Essay submitted by Unknown

Michelangelo was pessimistic in his poetry and an optimist in his artwork. Michelangelo’s

artwork consisted of paintings and sculptures that showed humanity in it’s natural

state. Michelangelo’s poetry was pessimistic in his response to Strazzi even though he

was complementing him. Michelangelo’s sculpture brought out his optimism.

Michelangelo was optimistic in completing The Tomb of Pope Julius II and persevered

through it’s many revisions trying to complete his vision. Sculpture was Michelangelo’s

main goal and the love of his life. Since his art portrayed both optimism and pessimism,

Michelangelo was in touch with his positive and negative sides, showing that he had a

great and stable personality.

Michelangelo’s artwork consisted of paintings and sculptures that showed humanity in

it’s natural state. Michelangelo Buonarroti was called to Rome in 1505 by Pope Julius II

to create for him a monumental tomb. We have no clear sense of what the tomb was

to look like, since over the years it went through at least five conceptual revisions. The

tomb was to have three levels; the bottom level was to have sculpted figures

representing Victory and bond slaves.

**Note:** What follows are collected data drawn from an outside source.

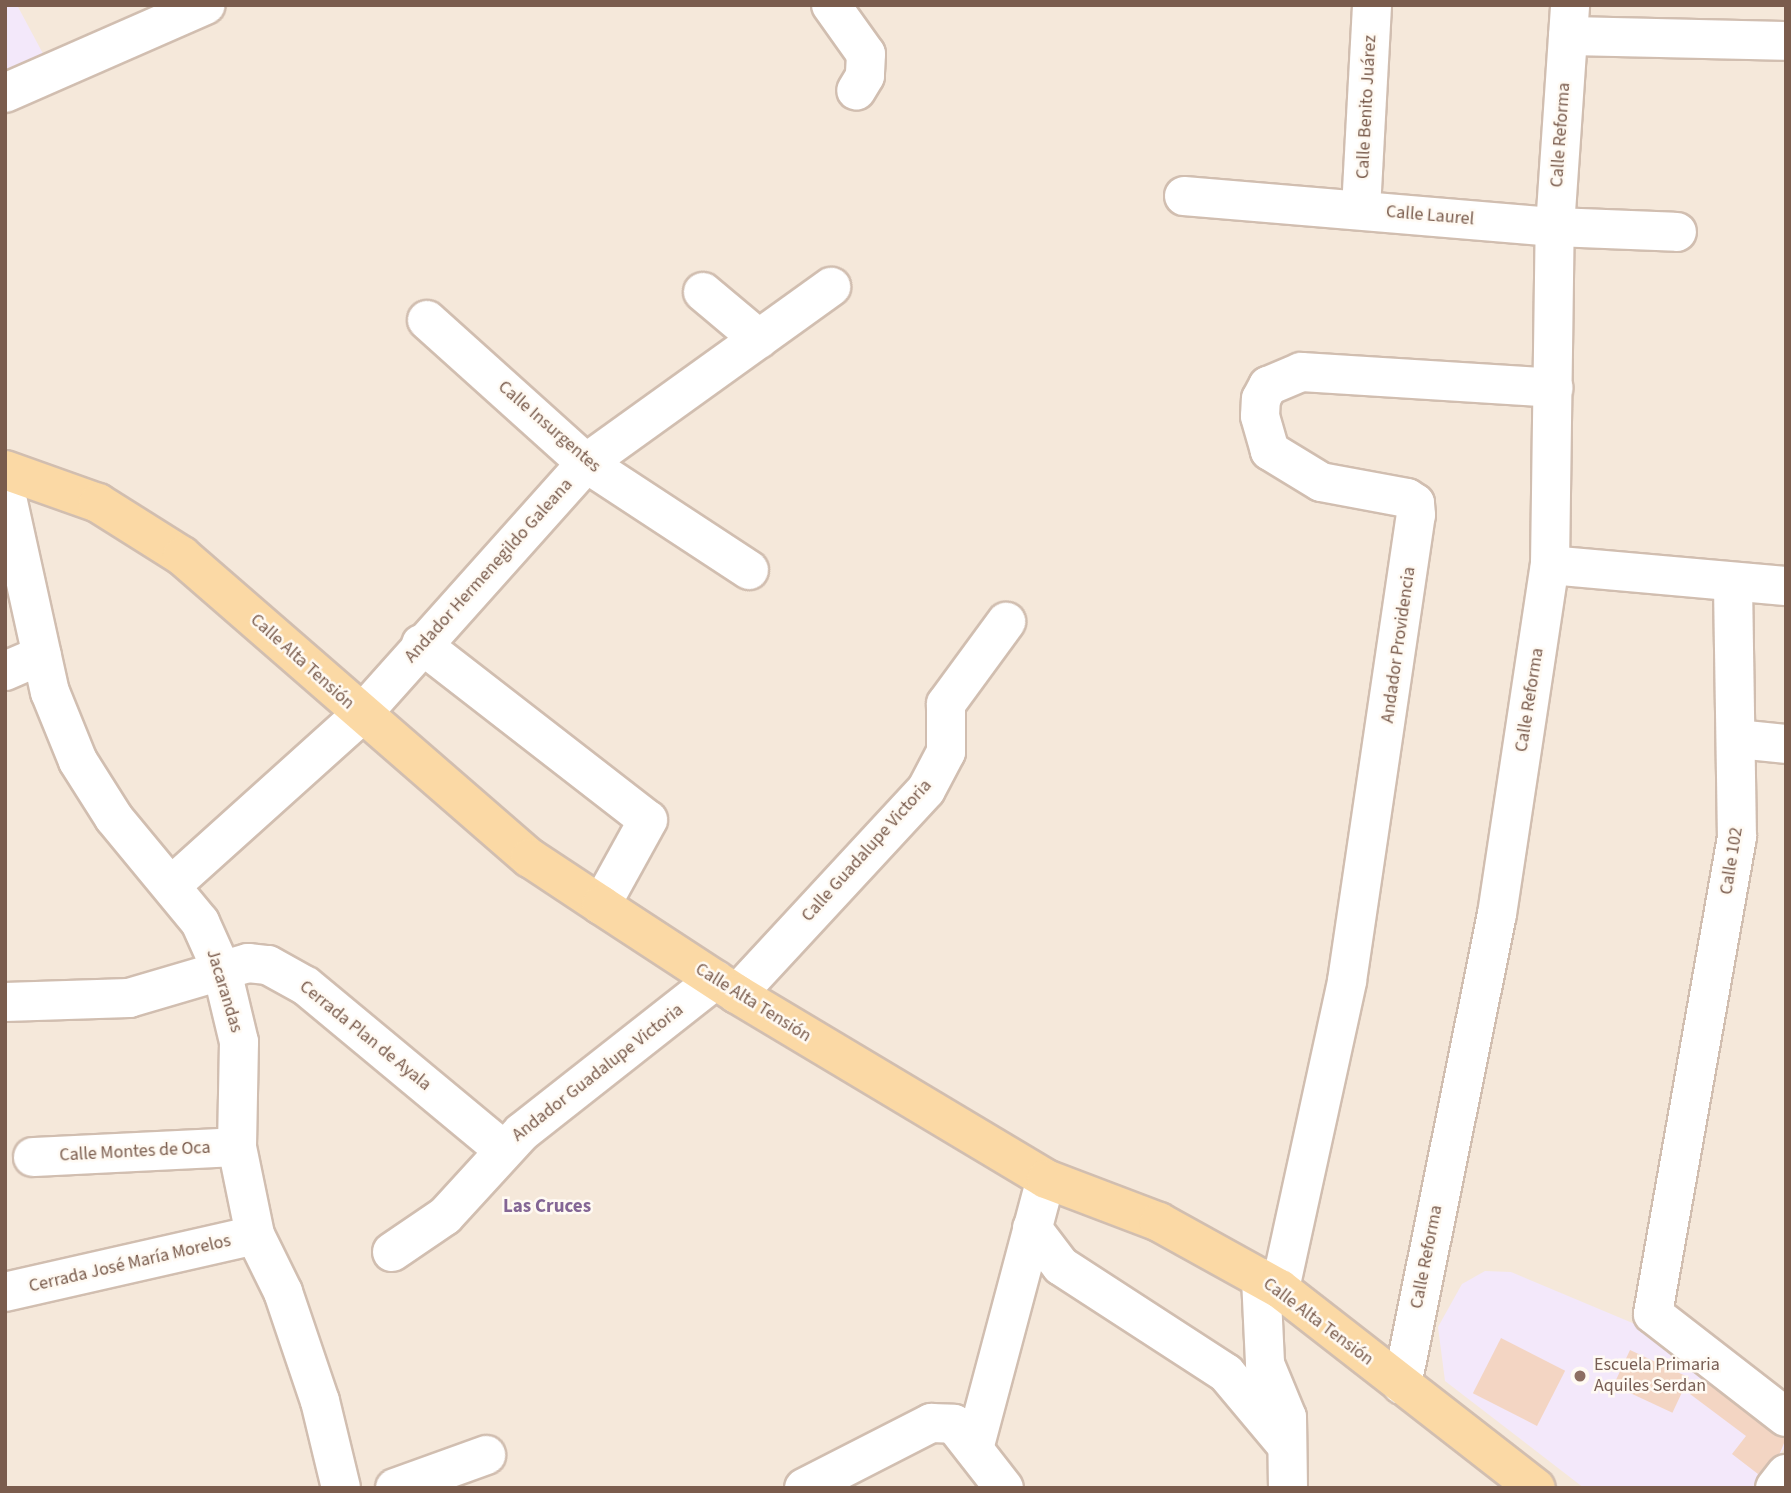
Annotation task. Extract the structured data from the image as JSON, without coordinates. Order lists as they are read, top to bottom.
{
  "streets": {
    "main road": ["Calle Alta Tensión"],
    "street": [
      "Calle Benito Juárez",
      "Calle Reforma",
      "Calle Laurel",
      "Calle Insurgentes",
      "Andador Hermenegildo Galeana",
      "Andador Providencia",
      "Calle Guadalupe Victoria",
      "Calle 102",
      "Jacarandas",
      "Cerrada Plan de Ayala",
      "Andador Guadalupe Victoria",
      "Calle Montes de Oca",
      "Cerrada José María Morelos"
    ]
  },
  "crossings": [
    ["Calle Benito Juárez", "Calle Laurel"],
    ["Calle Reforma", "Calle Laurel"],
    ["Calle Reforma", "Andador Providencia"],
    ["Calle Reforma", "Calle Alta Tensión"],
    ["Calle Insurgentes", "Andador Hermenegildo Galeana"],
    ["Andador Hermenegildo Galeana", "Calle Alta Tensión"],
    ["Andador Hermenegildo Galeana", "Jacarandas"],
    ["Andador Providencia", "Calle Alta Tensión"],
    ["Calle Alta Tensión", "Calle Guadalupe Victoria"],
    ["Calle Alta Tensión", "Andador Guadalupe Victoria"],
    ["Calle Guadalupe Victoria", "Andador Guadalupe Victoria"],
    ["Jacarandas", "Cerrada Plan de Ayala"],
    ["Jacarandas", "Calle Montes de Oca"],
    ["Jacarandas", "Cerrada José María Morelos"],
    ["Cerrada Plan de Ayala", "Andador Guadalupe Victoria"]
  ],
  "districts": ["Las Cruces"],
  "places": ["Escuela Primaria Aquiles Serdan"]
}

The second level was to have statues of Moses

and Saint Paul as well as symbolic figures of the active and contemplative

life-representative of the human striving for, and reception of, knowledge. The third

level, it is assumed, was to have an effigy of the deceased pope. The tomb of Pope

Julius II was never finished. What was finished of the tomb represents a twenty-year

span of frustrating delays and revised schemes. Michelangelo had hardly begun work on

the pope’s tomb when Julius commanded him to fresco the ceiling of the Sistine Chapel

to complete the work done in the previous century under Sixtus IV. The overall

organization consists of four large triangles at the corner; a series of eight triangular

spaces on the outer border; an intermediate series of figures; and nine central panels,

all bound together with architectural motifs and nude male figures. The corner triangles

depict heroic action in the Old Testament, while the other eight triangles depict the

biblical ancestors of Jesus Christ. Michelangelo conceived and executed this huge work

as a single unit. It’s overall meaning is a problem. The issue has engaged historians of

art for generations without satisfactory resolution. The paintings that were done by

Michelangelo had been painted with the brightest colors that just bloomed the whole

ceiling as one entered to look. The ceiling had been completed just a little after the

Pope had died. The Sistine Chapel is the best fresco ever done.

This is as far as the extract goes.